Vulkan Shader Resource Binding

In this blog post we will go into further details of one of the most common state changes in scene rendering: binding shader resources such as uniform- or storage-buffers, images or samplers.

Binding Resources as Groups with DescriptorSets

To avoid performance pitfalls of traditional individual bindings Vulkan organizes bindings in groups, which are called DescriptorSets. Each group can itself provide multiple bindings and there can be multiple such groups in parallel using a different set number. The number of available sets is hardware-dependent, however there is a required minimum.

DescriptorSetLayout: This object describes which bindings are in the DescriptorSet for every shader stage. For example, we define at binding 0 a constant buffer used by both vertex and fragment stages, at binding 1 a storage buffer and at 2 an image only for fragment stage. It is the developer’s responsibility to ensure the shaders (SPIR-V) have compatible definitions for the DescriptorSet.
PipelineLayout: As a pipeline (shader and most important rendering state) can have multiple DescriptorSets, this object defines which DescriptorSetLayouts are used with each set binding number. Using the same DescriptorSetLayouts at the same units across pipelines, has some performance benefits, more about that later.

DescriptorSet: This is the object that we will later use to bind the resources, therefore it will contain the actual data we reference. Image, Sampler or Buffers are referenced.
DescriptorPool: The DescriptorSets are allocated from the pool. Which layouts and how many sets for each can be allocated is defined by the developer at creation time of the pool.

Optimized Bindings Across Pipelines

What are the motivation behind this design? At this point it is important to stress that Vulkan was designed by many companies within the Khronos group, at least a dozen were making major contributions and more than twice that were seriously involved. Software developers were looking for a design that helps them in usage scenarios where they were typically bottle-necked in the past, and hardware vendors want interfaces giving enough flexibility within their implementations.
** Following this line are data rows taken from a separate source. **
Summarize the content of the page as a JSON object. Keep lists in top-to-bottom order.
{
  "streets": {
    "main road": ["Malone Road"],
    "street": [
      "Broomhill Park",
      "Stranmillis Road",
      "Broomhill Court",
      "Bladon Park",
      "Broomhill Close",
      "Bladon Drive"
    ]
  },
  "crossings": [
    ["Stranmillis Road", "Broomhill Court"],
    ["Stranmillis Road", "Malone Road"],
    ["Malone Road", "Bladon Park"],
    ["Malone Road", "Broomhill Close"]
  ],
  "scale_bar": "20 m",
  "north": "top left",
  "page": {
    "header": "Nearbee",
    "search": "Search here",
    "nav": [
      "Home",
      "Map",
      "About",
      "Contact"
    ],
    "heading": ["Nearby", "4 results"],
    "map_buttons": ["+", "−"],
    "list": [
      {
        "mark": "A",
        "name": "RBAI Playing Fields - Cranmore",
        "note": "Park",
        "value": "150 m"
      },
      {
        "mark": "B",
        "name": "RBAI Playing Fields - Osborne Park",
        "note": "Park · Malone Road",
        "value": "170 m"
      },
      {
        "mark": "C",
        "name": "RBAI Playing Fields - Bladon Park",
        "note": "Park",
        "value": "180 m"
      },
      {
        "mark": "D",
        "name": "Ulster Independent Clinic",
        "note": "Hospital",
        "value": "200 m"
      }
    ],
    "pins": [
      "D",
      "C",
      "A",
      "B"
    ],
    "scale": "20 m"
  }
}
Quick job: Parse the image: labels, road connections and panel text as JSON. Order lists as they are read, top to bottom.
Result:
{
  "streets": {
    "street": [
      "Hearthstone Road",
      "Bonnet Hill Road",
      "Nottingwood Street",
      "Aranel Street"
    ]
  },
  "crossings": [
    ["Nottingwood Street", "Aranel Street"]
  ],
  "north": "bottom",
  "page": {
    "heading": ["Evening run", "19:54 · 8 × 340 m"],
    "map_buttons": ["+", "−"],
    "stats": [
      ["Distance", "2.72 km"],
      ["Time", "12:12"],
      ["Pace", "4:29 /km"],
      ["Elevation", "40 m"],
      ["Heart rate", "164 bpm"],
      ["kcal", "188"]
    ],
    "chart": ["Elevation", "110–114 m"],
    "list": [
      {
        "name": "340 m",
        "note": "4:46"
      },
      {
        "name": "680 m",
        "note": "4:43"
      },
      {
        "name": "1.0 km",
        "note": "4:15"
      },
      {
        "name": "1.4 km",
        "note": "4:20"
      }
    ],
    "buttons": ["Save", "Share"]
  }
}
One scenario software developers often found that within the hot loop of rendering scenes, is that they had bindings that happen at different frequencies.

// example for typical loops in rendering
for each view {
  bind view resources          // camera, environment...
  for each shader {
    bind shader pipeline  
    bind shader resources      // shader control values
    for each material {
      bind material resources  // material parameters and textures
      for each object {
        bind object resources  // object transforms
        draw object
      }
    }
  }
}

By making proper use of the parallel DescriptorSet bindings and PipelineLayouts the software developers can now represent this in Vulkan (increasing set number as we descend). In principle you can do this in previous APIs as well, however, Vulkan tells the driver up front that in this example the “view” bindings, would be common to all shaders at the same binding slot. A traditional API would have to inspect all the software bindings when the shaders are changed with less apriori knowledge about which are being overwritten and which are important to keep.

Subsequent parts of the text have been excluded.